WASHINGTON – U.S. Senators Tom Udall and Martin Heinrich wrote to the Senate Energy and Natural Resource Committee leadership requesting that the Chaco Cultural Heritage Area Protection Act be included in the committee’s next business meeting, where the committee could vote to report the bill out of committee and move it to the Senate floor. A committee markup represents the next step forward in advancing the bill and permanently protecting archeologically and culturally significant sites around Chaco Culture National Historical Park. Udall and Heinrich’s request comes after the Department of Interior updated its testimony on the Chaco Cultural Heritage Area Protection Act and clarified it has no objection to the legislation.

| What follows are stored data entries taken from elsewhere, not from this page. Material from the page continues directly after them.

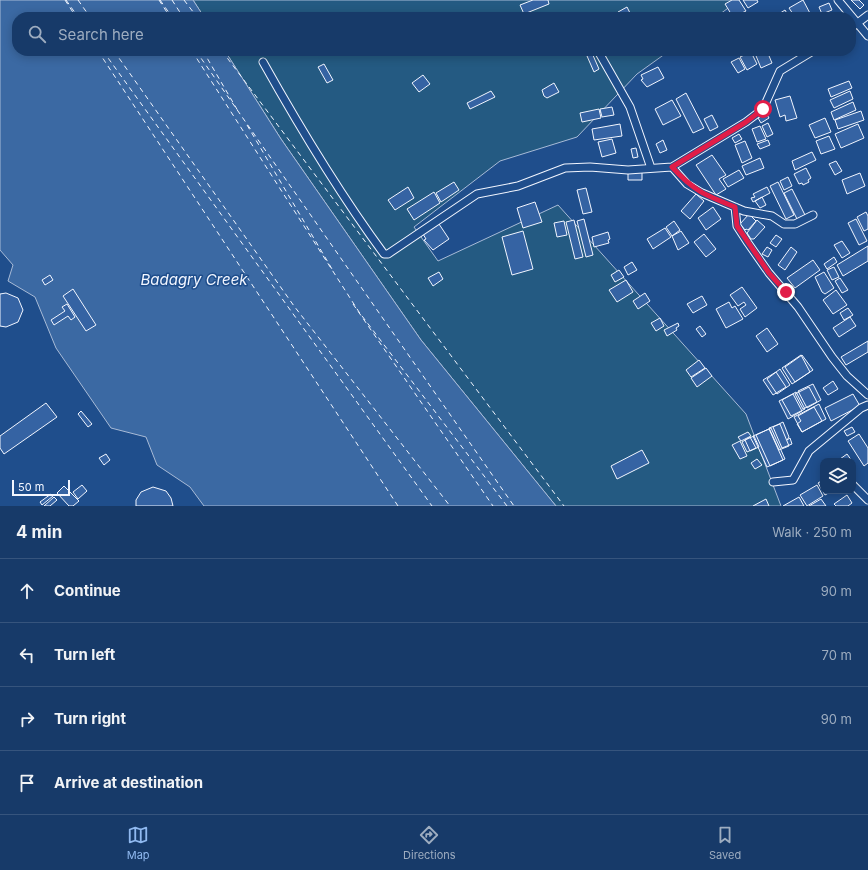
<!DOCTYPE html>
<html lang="en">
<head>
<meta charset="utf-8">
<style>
	body { margin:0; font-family:Inter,sans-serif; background:#20416f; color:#f1f3f6 }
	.controls { position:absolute; right:12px; bottom:12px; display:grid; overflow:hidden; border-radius:8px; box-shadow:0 2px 10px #0003 }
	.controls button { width:36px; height:36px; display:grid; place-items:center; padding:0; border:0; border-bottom:1px solid #36547d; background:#173a69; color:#f1f3f6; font:20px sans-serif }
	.scale { position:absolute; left:12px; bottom:10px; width:58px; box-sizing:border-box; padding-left:4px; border:2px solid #f2f6ff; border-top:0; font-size:11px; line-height:14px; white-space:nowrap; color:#f2f6ff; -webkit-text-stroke:3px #1f4e8c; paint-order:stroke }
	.stop { position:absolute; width:12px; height:12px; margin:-9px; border:3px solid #e11d48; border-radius:50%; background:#fff }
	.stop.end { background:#e11d48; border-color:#fff; box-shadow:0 1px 4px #0008 }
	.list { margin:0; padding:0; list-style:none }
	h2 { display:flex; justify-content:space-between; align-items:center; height:52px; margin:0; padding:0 16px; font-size:17px }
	h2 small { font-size:13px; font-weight:400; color:#9eadc0 }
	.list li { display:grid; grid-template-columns:26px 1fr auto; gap:12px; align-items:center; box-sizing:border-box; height:64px; padding:0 16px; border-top:1px solid #36547d }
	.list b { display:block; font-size:15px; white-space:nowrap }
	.list em { font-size:13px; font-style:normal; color:#9eadc0 }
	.icon { flex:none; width:22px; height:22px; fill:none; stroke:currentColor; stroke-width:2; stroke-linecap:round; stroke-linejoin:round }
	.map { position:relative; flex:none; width:868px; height:506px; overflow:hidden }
	.search { position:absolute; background:#173a69; box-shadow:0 2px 10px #0003; left:12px; right:12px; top:12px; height:44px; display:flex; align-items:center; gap:10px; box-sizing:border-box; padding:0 14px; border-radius:16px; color:#9eadc0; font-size:15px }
	.sheet { height:308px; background:#173a69 }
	nav { display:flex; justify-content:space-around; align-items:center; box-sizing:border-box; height:56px; border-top:1px solid #36547d; background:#173a69; font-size:11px; color:#9eadc0 }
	nav a { display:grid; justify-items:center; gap:2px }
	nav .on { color:#90b9f0 }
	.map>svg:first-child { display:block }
	.green { fill:#245a82; stroke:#a8bbd7 }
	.water { fill:#3b69a3; stroke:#a8bbd7 }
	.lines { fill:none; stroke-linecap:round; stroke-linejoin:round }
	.ferry { stroke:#f2f6ff; stroke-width:1; stroke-dasharray:5 4; stroke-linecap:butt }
	.building { fill:#3563a3; stroke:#f2f6ff }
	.minor-casing { stroke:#f2f6ff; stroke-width:9 }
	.minor { stroke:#1f4e8c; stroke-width:7 }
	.route { stroke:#e11d48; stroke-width:5 }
	.labels { text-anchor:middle; stroke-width:3; stroke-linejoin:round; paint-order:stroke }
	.water-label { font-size:15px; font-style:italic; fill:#f2f6ff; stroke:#1f4e8c }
</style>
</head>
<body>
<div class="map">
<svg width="868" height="506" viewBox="0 0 868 506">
	<rect width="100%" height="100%" fill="#1f4e8c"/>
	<path class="green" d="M193,0H739L716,17H204Z
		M225,51H669L637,74L577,137L500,161L414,227L438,261L558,205L746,414L781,506H556L421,340L281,139Z"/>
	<path class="water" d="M0,0H193L204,17H17V51H225L281,139L421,340L556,506H204L190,487L157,465L146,437L111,428L56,348L35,297L8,281L13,265L0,250Z"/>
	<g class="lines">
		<path class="ferry" d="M65,0L76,17
			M66,0L78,17
			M78,0L90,17
			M159,0L170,17
			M160,0L172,17
			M172,0L183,17
			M184,0L197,17
			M98,51L398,506
			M103,51L432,506
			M114,51L294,306L450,506
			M192,51L359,312L507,506
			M196,51L514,506
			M203,51L238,111
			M222,51L564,506
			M247,125L332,269
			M353,304L493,506"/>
	</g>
	<path class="building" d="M533,0H548L549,4L524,14L520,5Z
		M732,0H739L746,11L733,17L725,4Z
		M743,0H757L758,2L748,8Z
		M803,0L812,17H795L789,8Z
		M851,0H859L864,5L860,9Z
		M829,3L832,10L822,14L819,7Z
		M627,7L632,17H621L618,12Z
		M785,10L789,17H774Z
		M754,51H767L772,63L761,68Z
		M751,52L757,64L747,70L740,57Z
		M592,53L599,69L594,72L587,56Z
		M739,58L745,69L738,73L731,62Z
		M324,64L333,80L327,83L318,67Z
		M658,67L664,78L647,87L641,80L643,79L641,75Z
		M423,75L430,84L419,92L412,83Z
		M849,81L852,88L831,97L828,89Z
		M554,83L559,92L547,98L544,96L542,90Z
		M491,91L495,97L470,109L467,103Z
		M850,91L853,99L834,108L830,100Z
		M686,93L704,128L693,133L676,99Z
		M790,96L797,118L786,121L785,115L780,117L775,100Z
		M672,100L681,116L663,125L655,109Z
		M853,102L856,110L834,120L831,112Z
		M612,107L614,115L602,117L600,109Z
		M599,109L601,118L582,122L580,113Z
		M861,111L864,120L838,129L835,120Z
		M766,113L769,118L761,123L758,118Z
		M712,115L718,127L710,131L704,119Z
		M825,118L831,132L815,138L809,125Z
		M768,123L773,134L767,137L762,126Z
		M620,124L622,136L594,140L592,129Z
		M858,124L864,138L841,148L835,134Z
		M760,126L766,139L757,142L752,129Z
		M739,134L742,139L735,143L732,138Z
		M829,136L835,149L821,154L816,141Z
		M612,139L616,153L602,157L598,142Z
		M663,140L667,150L660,153L656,144Z
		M768,140L770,145L760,149L757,144Z
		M745,141L752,158L742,163L735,145Z
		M636,148L638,157L633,158L631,149Z
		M812,152L816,160L795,170L792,161Z
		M712,155L726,175L719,179L726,189L716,195L696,165Z
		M760,158L764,168L746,175L742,166Z
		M836,161L842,171L835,175L829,164Z
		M806,168L811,178L808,180L809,182L803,185L802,183L799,184L794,174Z
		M739,170L744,178L728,187L723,179Z
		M628,172H642V180H628Z
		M860,173L865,186L847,194L842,180Z
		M788,177L792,186L784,190L780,181Z
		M454,182L459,190L441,202L436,193Z
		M778,182L794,215L786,219L770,186Z
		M408,187L414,198L395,210L388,200Z
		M767,187L770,193L753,202L751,198L755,197L753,194Z
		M586,188L592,212L583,214L577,190Z
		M792,189L805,215L797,219L784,193Z
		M434,192L440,203L414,220L407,209Z
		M696,194L704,201L690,219L681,211Z
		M762,197L766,205L760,208L755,201Z
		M535,202L542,222L523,228L517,208Z
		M713,207L721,219L706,230L698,218Z
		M866,212L868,216V229L864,231L857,217Z
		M749,214L756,221L748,230L746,229L745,230L740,224Z
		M584,219L593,255L586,257L577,221Z
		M856,219L867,241L859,245L848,223Z
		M574,220L583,257L575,259L566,222Z
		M757,220L765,227L754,239H751L747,233Z
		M564,221L567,235L557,237L554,223Z
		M674,221L680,230L672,236L666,227Z
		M439,224L449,239L433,250L424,240L426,239L423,234Z
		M665,228L671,237L653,249L647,239Z
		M523,231L533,269L512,275L502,237Z
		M681,231L689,243L678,250L672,236Z
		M608,232L610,239L608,240L609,243L594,247L592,237Z
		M704,234L716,249L706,257L694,242Z
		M776,235L782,239L776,247L770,243Z
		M842,241L850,253L842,258L834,245Z
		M868,246V261L843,276L837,265Z
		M767,247L772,250L768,257L762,254Z
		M791,247L797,252L785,270L778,265Z
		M834,257L837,262L827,269L824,264Z
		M813,260L820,270L795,288L787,278Z
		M632,262L637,270L628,275L624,267Z
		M834,267L839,277L832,280L827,270Z
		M619,270L624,277L615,282L611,275Z
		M439,272L443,279L433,286L428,278Z
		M824,272L834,288L825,294L822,292L815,277Z
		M50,275L53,280L45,285L42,280Z
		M840,278L848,290L842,293L835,281Z
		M626,280L633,292L617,302L609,290Z
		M742,287L757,308L745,317L740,309L746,305L744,302L738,306L730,295Z
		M73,289L96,325L86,331L63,296Z
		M836,290L847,305L833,314L823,300Z
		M6,293L18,298L23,310L18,322L6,327L0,326V294Z
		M645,293L650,301L638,309L633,301Z
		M702,296L707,305L693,313L687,304Z
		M729,302L732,308L735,306L743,319L726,328L716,309Z
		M67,304L75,317L71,320L68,316L54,325L51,320L65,311L62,307Z
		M848,308L853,315L844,320L840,313Z
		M850,317L856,326L839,337L833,328Z
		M660,318L664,326L656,331L651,323Z
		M678,323L679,326L676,328L677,330L667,336L664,330Z
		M700,326L706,334L702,337L696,329Z
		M767,328L778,344L767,352L756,336Z
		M868,341V352L846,365L841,357Z
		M801,355L810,372L792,384L782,368Z
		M802,355L813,370L795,382L785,367Z
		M699,360L705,368L691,377L686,370Z
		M706,368L712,376L697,387L691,378Z
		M780,369L790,385L777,394L767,379Z
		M776,372L786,387L773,395L763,380Z
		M833,381L838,389L828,395L823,388Z
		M813,384L821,400L807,408L798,391Z
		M809,387L817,402L803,409L795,394Z
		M796,392L805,409L791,416L782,400Z
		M793,394L802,411L788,419L779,401Z
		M853,394L860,406L831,421L825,408Z
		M46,403L57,417L4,454L0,448V436Z
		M819,404L826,419L802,432L794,417Z
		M814,407L822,421L802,432L797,424L801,421L798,416Z
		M81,411L92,424L88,427L78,414Z
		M783,422L789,437L787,440L790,438L792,444L782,448L773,427Z
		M780,424L789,446L779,450L769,428Z
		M852,427L855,432L847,436L844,431Z
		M771,428L785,459L770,466L756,435Z
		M769,429L783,460L767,467L753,436Z
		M748,432L751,436L741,441L738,437Z
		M859,434L868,448V463L864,466L848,441Z
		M754,436L759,447L750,451L745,440Z
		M750,437L756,448L747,452L742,442Z
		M740,441L747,456L740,459L732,445Z
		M642,450L649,463L617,479L611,466Z
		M106,454L110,460L104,465L99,458Z
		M847,454L852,461H841L840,459Z
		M757,459L762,465L755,469L751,463Z
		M823,480V491H832L825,495L818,483Z
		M82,485L87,491L78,499L73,492Z
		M817,485L823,496L807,506L800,495Z
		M64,486L79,501L73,506H69L57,493Z
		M153,487L166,491L171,498L173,506H136V500L141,492Z
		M51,494L53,496L42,505L40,502Z
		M847,495L852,503L848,506H836L834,504Z
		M54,497L57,500L50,506H44Z
		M799,497L804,506H783Z
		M766,499L769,506H753Z
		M821,499L826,506H809Z"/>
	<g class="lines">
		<g class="minor-casing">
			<path id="minor" d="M838,0L868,36
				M851,28L868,15
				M598,51L630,107L651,168
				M263,62C300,128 339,193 384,254H388L477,194L518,186L565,168L590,167L628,170L672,167L746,122L763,109L780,71L813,51
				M672,167L687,184L702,193L744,211L772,216L784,224H795L813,215
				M735,207L737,226L748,243L769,273L798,307L832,357L847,376L868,395
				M773,482L793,480L809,451L861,408L868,405
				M853,485L868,500"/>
		</g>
		<use href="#minor" class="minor"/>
	</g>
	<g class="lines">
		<path class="route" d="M763,109L746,122L672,167C694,191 705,195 735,207L737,226L769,273L786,292"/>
	</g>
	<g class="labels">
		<g class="water-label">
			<text x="194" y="285">Badagry Creek</text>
		</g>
	</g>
</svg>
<div class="controls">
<button><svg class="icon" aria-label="layers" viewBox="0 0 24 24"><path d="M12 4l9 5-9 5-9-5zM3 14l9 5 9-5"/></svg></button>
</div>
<div class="scale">50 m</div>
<div class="stop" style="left:763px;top:109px"></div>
<div class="stop end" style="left:786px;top:292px"></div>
<div class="search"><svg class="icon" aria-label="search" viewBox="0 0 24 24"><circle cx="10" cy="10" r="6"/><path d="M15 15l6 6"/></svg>Search here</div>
</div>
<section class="sheet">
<h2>4 min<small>Walk · 250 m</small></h2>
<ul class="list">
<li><svg class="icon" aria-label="ahead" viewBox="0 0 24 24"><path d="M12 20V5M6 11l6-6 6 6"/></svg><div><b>Continue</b></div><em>90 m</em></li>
<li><svg class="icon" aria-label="left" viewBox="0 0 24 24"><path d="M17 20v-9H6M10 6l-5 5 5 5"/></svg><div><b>Turn left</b></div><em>70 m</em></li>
<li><svg class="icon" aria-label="right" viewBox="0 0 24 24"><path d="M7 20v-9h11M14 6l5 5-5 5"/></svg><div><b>Turn right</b></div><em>90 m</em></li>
<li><svg class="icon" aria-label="arrive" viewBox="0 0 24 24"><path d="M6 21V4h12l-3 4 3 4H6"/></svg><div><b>Arrive at destination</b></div></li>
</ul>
</section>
<nav>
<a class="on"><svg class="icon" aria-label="map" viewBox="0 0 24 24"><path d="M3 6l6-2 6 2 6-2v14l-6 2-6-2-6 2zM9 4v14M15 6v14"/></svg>Map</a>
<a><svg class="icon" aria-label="directions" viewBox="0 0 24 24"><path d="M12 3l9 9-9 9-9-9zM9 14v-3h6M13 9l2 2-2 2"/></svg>Directions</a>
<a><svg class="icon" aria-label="saved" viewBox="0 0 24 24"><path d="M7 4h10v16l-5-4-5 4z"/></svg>Saved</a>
</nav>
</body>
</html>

“We respectfully request that the Senate Energy and Natural Resources Committee consider marking up S. 1079, the Chaco Cultural Heritage Area Protection Act, during its next business meeting,” the senators wrote. “By establishing the Proposed Chaco Protection Zone, this bill will protect a sacred and fragile landscape from further development, without impacting existing operations, including those of Indian Tribes and allottees within the zone.”
The Chaco Cultural Heritage Protection Act of 2019, S. 1079, supported by the full New Mexico delegation, would prevent any future leasing or development of minerals owned by the U.S. government on lands within an approximately 10-mile protected radius around Chaco, which includes many sites that are sacred and culturally important to the Pueblos and Navajo Nation. The legislation is supported by Navajo Nation, All Pueblo Council of Governors (APCG), New Mexico Wilderness Alliance, Sierra Club, the Wilderness Society, and Southwest Native Cultures, and many other organizations.
Secretary David Bernhardt recently visited the Chaco Culture National Historical Park (CCNHP) with Senator Heinrich and has directed BLM to defer leasing within the 10-mile buffer zone for one year.
Underscoring their plans to move the bill as quickly as possible, Udall and Heinrich have also filed the Chaco Cultural Heritage Protection Act as an amendment to the Fiscal Year 2020 National Defense Authorization Act (NDAA), which is slated to come to the Senate floor next week.
The full text of the letter is available HERE and below.
Dear Chairman Murkowski and Ranking Member Manchin:
We respectfully request that the Senate Energy and Natural Resources Committee consider marking up S. 1079, the Chaco Cultural Heritage Area Protection Act, during its next business meeting.
By establishing the Proposed Chaco Protection Zone, this bill will protect a sacred and fragile landscape from further development, without impacting existing operations, including those of Indian Tribes and allottees within the zone.
Since the Committee held its hearing on this bill, Secretary Bernhardt visited this national treasure with Senator Heinrich. There, the Secretary noted that he “walked away with a greater sense of appreciation of the magnificent site managed by the National Park Service and a better understanding of tribal leaders’ views of its cultural significance.” Interior has now updated its testimony on this legislation as a result of that visit, and further clarified that it has “no objection” to this legislation. We have attached for your consideration the Secretary’s letter to the House Natural Resources Committee in which the Department sets forth this position.
While we welcome the Department’s recent commitment to forgo leasing in the areas covered by this bill for one year, the length of that commitment only underscores that permanent protection by legislation is needed. We therefore ask that the Senate Energy and Natural Resources Committee include this bill in the committee’s next business meeting.